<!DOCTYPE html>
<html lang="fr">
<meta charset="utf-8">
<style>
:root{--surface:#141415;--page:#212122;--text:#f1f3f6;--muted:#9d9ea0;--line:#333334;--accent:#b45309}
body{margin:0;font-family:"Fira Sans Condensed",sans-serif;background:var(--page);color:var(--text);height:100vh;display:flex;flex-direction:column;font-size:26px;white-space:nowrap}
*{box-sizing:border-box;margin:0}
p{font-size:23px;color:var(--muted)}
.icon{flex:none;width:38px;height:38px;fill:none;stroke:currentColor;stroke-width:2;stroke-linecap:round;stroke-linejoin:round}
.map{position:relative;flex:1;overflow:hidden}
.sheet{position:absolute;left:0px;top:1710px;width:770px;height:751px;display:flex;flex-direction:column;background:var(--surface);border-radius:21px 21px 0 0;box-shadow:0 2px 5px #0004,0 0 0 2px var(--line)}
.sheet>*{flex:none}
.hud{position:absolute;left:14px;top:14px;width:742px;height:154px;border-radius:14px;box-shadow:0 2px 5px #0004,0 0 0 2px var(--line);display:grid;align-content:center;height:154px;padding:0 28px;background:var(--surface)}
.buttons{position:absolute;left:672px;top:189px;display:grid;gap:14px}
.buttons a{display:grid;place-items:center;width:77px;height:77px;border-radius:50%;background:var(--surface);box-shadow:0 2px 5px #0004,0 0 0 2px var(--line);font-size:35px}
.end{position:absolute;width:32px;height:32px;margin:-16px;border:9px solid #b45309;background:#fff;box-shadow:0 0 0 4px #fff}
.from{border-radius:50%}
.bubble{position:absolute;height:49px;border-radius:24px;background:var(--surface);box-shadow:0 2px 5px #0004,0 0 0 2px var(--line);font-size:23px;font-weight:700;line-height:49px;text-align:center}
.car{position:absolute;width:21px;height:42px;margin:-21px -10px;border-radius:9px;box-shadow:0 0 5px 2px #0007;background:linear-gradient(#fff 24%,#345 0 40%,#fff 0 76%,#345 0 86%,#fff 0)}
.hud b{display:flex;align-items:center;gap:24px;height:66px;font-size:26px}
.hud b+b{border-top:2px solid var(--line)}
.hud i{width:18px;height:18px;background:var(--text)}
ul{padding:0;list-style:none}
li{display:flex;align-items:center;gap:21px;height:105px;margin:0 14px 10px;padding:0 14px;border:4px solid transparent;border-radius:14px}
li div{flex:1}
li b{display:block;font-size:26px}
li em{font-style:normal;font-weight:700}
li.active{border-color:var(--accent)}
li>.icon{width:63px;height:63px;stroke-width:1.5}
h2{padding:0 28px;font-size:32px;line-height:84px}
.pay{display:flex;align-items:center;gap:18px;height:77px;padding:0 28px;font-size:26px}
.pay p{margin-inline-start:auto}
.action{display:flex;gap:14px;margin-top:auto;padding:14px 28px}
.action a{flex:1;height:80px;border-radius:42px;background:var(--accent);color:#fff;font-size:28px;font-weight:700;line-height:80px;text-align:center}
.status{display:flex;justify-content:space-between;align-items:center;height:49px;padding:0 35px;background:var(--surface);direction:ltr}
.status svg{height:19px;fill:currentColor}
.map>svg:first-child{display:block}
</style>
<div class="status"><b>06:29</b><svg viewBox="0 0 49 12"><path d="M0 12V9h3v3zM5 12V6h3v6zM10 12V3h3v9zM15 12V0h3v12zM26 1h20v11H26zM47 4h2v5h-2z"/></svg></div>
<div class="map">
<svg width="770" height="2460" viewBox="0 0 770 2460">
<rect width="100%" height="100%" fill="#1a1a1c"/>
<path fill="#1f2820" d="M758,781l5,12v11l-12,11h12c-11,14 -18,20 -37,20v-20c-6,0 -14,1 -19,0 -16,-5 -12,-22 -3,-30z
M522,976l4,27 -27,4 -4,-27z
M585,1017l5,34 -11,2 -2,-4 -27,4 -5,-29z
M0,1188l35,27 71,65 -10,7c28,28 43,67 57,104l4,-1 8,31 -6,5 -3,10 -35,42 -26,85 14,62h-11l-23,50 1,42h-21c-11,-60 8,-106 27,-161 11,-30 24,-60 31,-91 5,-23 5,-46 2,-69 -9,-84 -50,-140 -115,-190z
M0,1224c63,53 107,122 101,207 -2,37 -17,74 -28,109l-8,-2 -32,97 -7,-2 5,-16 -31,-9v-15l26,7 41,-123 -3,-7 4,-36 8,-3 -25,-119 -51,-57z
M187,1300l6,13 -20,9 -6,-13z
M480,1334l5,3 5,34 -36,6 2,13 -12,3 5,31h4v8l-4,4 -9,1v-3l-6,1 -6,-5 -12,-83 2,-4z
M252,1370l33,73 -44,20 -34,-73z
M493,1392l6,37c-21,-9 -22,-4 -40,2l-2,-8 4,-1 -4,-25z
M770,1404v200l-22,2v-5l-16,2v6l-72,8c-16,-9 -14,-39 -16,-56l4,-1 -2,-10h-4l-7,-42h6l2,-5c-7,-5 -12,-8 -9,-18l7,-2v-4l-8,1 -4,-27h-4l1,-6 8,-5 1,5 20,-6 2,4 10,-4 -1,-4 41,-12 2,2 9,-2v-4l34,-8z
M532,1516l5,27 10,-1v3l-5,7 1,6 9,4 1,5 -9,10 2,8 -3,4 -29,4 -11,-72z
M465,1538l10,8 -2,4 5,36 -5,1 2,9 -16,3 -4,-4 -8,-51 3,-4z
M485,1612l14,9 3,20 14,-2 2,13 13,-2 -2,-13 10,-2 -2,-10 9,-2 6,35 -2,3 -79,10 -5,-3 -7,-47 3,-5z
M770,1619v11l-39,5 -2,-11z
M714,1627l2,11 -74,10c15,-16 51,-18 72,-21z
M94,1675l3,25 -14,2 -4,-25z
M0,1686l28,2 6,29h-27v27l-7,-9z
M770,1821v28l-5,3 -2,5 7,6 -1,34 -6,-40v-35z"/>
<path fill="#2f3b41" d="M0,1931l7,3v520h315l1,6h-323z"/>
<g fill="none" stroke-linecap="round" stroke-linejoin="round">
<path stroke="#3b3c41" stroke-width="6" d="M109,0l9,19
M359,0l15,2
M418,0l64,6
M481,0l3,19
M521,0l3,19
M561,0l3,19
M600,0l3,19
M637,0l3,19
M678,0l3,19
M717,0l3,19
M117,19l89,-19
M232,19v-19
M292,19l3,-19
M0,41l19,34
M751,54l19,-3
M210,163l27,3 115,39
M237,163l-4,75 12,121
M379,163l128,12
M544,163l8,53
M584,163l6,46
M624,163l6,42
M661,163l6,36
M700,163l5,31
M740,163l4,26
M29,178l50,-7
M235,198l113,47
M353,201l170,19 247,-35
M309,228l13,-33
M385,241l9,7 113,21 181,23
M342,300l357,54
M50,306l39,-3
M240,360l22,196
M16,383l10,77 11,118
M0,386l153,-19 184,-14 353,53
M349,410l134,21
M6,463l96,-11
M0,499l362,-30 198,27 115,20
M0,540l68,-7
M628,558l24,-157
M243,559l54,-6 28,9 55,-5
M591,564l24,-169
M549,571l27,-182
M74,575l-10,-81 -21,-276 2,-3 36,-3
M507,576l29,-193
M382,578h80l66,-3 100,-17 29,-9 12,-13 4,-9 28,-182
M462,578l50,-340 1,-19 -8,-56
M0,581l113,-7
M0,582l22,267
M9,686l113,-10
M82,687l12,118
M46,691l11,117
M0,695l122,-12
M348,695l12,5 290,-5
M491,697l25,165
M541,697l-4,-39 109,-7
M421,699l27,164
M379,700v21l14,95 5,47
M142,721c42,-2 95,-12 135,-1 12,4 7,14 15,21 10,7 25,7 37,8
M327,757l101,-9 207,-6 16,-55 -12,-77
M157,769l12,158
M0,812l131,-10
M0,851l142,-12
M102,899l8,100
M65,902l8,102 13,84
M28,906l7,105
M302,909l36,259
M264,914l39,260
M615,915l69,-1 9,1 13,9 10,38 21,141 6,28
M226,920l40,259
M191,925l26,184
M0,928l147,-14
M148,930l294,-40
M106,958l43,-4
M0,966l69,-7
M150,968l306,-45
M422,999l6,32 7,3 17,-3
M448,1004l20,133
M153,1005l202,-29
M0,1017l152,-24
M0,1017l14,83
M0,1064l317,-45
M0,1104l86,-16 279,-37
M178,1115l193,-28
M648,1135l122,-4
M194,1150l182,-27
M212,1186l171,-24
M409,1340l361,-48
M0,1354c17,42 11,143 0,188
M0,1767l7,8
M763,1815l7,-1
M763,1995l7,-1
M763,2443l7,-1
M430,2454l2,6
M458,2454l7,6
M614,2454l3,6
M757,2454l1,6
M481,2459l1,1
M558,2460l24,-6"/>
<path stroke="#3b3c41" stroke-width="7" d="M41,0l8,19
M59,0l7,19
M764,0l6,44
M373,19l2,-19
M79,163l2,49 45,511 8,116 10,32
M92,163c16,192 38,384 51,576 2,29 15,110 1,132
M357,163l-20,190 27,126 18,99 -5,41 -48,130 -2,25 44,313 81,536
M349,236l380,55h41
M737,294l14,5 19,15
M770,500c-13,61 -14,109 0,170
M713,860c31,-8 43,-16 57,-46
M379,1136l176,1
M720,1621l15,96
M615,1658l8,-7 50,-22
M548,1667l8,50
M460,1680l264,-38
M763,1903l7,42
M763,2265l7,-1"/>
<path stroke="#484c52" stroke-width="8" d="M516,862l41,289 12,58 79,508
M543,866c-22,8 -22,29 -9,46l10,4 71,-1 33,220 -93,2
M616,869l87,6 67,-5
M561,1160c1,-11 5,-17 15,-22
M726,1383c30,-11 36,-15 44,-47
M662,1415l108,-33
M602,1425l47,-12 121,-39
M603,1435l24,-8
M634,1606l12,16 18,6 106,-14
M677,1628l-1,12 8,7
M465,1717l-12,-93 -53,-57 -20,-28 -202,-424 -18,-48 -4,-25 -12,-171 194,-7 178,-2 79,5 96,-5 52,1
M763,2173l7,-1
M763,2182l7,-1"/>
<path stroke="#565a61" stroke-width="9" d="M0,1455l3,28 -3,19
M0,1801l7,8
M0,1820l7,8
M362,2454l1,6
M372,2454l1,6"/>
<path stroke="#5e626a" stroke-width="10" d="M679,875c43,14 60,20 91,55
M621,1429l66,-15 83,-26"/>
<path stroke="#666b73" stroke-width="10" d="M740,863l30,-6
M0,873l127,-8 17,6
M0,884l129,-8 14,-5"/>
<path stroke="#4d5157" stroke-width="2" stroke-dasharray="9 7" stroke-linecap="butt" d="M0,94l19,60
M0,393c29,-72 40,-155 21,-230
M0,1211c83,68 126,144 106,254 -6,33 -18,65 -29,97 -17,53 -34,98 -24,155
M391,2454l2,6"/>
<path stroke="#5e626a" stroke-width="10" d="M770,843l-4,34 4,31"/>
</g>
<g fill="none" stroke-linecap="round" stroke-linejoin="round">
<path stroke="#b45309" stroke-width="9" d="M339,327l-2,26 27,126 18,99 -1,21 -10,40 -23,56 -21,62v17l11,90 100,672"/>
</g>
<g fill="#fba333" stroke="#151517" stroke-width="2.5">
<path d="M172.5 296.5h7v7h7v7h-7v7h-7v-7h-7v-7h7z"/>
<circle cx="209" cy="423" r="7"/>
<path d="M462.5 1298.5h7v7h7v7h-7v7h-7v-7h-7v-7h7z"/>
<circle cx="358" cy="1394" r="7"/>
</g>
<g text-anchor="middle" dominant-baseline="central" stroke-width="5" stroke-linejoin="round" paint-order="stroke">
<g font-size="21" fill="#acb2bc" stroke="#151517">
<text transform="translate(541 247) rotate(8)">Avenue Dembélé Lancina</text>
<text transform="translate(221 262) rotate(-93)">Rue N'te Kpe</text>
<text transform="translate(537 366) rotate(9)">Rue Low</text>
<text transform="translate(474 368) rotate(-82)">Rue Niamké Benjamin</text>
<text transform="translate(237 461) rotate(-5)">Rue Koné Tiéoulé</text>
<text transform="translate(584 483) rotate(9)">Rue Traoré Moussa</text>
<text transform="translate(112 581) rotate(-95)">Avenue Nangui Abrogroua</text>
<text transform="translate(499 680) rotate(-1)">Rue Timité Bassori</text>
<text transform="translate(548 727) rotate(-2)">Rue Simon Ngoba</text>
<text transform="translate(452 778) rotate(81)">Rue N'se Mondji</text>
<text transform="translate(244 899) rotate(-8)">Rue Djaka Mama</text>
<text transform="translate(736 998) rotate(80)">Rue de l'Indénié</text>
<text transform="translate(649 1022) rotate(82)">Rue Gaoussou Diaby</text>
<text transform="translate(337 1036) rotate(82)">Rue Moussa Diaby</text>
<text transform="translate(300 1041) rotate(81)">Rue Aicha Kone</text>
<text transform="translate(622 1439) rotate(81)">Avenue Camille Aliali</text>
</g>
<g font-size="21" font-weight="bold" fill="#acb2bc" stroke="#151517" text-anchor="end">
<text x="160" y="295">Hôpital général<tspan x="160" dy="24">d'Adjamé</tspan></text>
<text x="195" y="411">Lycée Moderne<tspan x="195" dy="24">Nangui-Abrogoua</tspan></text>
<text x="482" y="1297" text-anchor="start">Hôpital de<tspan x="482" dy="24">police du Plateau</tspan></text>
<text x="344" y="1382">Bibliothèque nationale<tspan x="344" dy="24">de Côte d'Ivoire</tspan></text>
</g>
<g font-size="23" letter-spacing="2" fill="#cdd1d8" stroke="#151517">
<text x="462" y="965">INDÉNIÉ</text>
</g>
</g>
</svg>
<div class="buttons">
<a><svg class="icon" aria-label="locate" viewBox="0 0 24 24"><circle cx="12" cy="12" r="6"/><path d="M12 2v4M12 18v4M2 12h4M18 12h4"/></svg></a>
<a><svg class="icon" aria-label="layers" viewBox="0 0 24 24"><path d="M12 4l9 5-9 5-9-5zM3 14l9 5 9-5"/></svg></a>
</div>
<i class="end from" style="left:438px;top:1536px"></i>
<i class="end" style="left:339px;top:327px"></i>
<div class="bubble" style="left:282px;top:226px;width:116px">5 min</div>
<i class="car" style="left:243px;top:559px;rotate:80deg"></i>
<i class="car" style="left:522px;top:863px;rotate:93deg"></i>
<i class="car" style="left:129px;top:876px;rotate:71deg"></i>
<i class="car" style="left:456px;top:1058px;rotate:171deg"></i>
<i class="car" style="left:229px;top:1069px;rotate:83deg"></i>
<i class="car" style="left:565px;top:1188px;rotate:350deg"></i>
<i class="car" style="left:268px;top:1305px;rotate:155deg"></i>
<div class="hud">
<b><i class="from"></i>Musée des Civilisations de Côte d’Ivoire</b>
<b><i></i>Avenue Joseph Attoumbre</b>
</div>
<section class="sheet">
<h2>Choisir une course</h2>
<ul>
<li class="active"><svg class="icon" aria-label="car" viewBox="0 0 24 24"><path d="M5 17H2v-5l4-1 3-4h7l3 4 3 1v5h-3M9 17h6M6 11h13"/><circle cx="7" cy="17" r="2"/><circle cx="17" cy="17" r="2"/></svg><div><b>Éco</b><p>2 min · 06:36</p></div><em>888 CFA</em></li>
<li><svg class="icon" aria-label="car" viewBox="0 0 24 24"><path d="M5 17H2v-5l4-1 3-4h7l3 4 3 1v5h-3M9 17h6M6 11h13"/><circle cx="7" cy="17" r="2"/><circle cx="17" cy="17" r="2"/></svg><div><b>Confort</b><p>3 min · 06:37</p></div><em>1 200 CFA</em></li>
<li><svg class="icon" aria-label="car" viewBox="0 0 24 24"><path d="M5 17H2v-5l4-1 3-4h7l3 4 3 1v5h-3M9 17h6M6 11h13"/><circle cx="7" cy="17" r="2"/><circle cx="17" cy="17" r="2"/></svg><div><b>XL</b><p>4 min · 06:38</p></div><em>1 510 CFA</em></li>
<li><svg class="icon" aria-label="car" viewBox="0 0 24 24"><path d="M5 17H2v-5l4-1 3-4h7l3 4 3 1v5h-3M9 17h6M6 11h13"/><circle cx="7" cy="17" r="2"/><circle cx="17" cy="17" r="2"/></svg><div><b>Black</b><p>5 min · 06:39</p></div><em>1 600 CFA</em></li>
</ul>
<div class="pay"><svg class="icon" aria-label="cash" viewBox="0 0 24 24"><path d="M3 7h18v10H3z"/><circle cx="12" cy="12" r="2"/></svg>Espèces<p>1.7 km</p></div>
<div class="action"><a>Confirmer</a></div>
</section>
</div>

= = = = = = =

* [What is expected]:
Which lines above run from the one containing "M65,902l8,102 13,84" down to the one containing "M212,1186l171,-24"? Repeat exactly those, both ends included, and nothing else.

* [Completed exercise]:
M65,902l8,102 13,84
M28,906l7,105
M302,909l36,259
M264,914l39,260
M615,915l69,-1 9,1 13,9 10,38 21,141 6,28
M226,920l40,259
M191,925l26,184
M0,928l147,-14
M148,930l294,-40
M106,958l43,-4
M0,966l69,-7
M150,968l306,-45
M422,999l6,32 7,3 17,-3
M448,1004l20,133
M153,1005l202,-29
M0,1017l152,-24
M0,1017l14,83
M0,1064l317,-45
M0,1104l86,-16 279,-37
M178,1115l193,-28
M648,1135l122,-4
M194,1150l182,-27
M212,1186l171,-24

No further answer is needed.